_Data extract_:
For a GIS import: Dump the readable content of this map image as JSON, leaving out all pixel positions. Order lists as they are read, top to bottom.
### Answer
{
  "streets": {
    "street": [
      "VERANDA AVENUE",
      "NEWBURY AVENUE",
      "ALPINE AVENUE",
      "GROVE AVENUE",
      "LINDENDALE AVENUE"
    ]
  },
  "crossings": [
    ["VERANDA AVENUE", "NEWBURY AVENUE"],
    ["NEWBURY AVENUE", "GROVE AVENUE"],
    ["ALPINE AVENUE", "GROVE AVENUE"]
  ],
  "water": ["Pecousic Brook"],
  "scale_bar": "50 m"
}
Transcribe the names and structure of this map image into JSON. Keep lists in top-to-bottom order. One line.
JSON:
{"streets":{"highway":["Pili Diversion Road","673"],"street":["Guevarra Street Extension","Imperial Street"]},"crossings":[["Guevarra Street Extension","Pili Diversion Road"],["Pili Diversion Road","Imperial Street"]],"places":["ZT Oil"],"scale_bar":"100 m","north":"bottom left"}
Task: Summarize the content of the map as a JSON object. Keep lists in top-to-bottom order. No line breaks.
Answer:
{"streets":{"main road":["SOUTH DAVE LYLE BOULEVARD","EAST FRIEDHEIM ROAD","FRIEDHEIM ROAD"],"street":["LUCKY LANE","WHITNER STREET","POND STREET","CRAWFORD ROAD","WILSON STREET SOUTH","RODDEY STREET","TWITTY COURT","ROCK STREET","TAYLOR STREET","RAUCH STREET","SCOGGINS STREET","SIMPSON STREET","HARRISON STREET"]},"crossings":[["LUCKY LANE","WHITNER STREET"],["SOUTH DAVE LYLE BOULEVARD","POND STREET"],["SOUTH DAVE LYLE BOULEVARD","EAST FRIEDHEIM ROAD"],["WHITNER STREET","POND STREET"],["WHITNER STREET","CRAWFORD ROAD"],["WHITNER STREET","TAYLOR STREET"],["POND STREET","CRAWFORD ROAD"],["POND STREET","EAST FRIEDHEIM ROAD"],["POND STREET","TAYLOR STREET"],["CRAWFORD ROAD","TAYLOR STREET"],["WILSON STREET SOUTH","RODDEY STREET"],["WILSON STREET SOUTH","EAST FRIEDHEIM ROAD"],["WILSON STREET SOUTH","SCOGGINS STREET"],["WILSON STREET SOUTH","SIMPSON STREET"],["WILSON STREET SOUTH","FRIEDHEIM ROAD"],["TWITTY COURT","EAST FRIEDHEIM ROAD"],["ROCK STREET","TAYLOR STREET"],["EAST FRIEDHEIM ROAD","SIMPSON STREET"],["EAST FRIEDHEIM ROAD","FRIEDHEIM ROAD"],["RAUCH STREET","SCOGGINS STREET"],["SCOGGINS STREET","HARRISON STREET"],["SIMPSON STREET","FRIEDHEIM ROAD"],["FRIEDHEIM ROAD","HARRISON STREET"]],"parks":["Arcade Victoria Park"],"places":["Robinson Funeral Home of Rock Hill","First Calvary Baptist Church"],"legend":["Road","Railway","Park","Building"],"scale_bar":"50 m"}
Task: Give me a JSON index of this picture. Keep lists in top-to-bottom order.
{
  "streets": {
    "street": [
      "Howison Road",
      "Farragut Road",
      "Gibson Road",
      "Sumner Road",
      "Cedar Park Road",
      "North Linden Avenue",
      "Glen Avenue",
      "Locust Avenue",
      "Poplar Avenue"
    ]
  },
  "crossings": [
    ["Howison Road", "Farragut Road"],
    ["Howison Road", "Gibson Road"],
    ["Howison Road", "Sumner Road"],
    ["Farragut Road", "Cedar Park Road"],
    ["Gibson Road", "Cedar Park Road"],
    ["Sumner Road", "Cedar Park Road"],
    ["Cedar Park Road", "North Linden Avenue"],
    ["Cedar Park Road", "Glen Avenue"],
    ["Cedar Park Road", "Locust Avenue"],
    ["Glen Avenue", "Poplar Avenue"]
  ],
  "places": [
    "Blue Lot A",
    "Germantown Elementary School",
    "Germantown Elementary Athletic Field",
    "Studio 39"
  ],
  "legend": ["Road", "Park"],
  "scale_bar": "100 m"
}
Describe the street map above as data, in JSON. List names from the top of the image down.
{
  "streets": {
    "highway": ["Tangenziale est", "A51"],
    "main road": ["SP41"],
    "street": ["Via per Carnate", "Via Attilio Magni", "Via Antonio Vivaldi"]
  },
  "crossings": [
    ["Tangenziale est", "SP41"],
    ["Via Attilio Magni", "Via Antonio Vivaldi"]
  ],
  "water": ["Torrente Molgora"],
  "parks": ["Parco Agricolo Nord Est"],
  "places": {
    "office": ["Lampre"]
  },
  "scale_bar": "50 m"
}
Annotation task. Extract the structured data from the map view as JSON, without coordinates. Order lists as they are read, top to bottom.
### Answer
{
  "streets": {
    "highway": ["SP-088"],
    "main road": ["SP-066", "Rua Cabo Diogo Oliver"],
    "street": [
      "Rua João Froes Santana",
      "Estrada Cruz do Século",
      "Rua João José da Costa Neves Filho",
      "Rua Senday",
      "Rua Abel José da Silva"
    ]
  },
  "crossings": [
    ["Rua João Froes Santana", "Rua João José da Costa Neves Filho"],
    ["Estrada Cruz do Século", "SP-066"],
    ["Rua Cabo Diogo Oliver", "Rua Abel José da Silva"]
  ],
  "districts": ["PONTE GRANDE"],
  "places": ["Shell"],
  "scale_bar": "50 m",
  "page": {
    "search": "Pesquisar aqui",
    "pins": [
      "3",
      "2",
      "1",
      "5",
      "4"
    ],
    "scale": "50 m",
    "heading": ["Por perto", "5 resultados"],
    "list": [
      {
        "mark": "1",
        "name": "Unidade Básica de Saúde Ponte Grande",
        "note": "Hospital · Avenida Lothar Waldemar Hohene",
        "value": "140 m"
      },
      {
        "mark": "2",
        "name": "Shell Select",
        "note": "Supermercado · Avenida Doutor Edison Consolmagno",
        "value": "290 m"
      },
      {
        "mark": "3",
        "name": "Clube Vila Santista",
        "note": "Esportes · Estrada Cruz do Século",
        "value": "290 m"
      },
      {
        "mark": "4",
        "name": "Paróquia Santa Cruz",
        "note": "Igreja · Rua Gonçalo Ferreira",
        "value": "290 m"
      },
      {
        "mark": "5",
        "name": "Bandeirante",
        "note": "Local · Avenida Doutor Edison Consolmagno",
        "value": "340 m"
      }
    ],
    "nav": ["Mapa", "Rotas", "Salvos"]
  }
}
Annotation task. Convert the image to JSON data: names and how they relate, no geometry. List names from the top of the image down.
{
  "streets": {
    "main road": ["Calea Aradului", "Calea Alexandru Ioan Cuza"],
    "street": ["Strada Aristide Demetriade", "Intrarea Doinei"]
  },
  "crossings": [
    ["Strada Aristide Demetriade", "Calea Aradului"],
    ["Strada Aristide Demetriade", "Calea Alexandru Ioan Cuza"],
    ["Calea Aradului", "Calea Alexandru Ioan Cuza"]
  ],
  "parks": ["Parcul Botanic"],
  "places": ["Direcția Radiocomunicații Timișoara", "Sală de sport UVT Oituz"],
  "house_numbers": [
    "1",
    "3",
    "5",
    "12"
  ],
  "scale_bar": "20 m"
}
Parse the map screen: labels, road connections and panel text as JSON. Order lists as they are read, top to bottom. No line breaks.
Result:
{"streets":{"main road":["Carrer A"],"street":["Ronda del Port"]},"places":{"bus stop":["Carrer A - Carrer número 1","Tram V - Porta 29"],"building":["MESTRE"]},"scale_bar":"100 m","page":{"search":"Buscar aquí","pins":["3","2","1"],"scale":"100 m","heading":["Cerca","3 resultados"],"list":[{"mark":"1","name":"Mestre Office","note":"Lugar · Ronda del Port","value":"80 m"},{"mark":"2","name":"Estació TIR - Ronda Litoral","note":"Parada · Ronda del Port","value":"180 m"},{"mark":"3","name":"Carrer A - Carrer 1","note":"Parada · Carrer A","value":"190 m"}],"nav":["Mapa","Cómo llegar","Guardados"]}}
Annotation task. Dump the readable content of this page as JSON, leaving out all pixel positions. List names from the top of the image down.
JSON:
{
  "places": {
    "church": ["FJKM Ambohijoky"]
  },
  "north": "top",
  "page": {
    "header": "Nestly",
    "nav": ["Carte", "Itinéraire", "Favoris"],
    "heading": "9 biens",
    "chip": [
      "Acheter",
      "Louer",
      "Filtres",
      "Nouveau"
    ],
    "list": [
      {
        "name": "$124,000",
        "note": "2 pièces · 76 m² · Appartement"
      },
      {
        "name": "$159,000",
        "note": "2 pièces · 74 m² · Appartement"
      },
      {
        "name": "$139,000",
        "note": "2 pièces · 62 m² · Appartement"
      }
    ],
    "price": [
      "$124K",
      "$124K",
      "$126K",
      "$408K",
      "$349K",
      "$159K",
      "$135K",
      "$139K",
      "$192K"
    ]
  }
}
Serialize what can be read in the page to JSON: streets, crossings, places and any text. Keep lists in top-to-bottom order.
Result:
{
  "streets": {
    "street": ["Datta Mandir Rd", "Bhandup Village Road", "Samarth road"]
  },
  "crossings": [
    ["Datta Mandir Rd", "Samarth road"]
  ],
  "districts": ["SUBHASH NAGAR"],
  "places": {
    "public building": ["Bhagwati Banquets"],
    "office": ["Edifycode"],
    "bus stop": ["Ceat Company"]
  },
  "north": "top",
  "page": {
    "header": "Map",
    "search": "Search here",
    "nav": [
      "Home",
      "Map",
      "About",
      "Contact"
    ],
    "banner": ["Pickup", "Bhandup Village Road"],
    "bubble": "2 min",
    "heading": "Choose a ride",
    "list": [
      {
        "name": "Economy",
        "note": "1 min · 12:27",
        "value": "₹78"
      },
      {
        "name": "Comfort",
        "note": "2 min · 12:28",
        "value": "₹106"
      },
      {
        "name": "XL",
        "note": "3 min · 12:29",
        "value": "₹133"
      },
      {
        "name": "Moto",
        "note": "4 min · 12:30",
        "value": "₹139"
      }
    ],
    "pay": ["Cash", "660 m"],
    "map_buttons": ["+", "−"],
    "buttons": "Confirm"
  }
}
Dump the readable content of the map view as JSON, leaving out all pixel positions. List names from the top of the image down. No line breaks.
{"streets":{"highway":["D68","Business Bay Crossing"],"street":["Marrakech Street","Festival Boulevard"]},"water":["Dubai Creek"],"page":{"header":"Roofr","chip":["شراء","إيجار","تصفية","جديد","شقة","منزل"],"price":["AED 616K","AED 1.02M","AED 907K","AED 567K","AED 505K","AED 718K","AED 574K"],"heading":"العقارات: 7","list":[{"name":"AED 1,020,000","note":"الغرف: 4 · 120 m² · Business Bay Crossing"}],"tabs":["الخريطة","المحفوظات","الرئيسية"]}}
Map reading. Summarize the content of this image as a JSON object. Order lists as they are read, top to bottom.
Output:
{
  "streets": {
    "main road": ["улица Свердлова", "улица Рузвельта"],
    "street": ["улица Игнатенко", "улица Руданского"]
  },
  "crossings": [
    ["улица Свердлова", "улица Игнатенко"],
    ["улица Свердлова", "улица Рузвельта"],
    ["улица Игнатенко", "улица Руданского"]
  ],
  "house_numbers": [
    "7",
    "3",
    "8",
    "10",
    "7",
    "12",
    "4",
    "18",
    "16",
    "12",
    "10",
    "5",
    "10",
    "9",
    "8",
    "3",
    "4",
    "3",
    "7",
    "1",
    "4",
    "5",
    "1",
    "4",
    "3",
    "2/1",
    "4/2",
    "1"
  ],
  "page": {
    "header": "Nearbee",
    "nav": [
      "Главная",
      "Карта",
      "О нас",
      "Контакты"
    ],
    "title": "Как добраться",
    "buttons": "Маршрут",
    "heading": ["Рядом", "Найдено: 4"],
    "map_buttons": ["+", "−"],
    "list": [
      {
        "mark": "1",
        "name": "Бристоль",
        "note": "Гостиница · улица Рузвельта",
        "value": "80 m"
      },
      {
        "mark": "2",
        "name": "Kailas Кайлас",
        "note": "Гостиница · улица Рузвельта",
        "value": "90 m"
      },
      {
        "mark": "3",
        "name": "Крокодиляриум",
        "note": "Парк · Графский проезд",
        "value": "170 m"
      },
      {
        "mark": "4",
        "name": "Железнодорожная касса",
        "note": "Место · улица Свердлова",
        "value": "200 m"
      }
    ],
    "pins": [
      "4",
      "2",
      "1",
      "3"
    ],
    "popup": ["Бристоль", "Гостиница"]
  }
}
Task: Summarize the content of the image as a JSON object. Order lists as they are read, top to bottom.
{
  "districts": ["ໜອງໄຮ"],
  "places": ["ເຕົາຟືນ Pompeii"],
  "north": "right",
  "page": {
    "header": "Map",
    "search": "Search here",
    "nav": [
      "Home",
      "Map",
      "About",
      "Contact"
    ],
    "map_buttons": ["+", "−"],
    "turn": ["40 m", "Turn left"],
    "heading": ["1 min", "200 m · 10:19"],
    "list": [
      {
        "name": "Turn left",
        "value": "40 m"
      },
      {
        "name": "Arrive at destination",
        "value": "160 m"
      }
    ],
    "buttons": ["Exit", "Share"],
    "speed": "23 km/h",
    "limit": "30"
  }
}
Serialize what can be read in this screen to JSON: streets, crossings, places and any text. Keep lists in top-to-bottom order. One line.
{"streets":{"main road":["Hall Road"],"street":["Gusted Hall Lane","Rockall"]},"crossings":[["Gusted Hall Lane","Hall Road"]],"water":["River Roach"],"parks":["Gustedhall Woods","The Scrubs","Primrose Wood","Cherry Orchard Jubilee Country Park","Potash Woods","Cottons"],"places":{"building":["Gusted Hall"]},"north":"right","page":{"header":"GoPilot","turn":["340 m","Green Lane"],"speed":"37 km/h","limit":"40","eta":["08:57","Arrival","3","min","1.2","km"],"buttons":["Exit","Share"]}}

_What is required_:
Match on "Elementary": copy every line in the records that has it.

_Answer to this exercise_:
    "Germantown Elementary School",
    "Germantown Elementary Athletic Field",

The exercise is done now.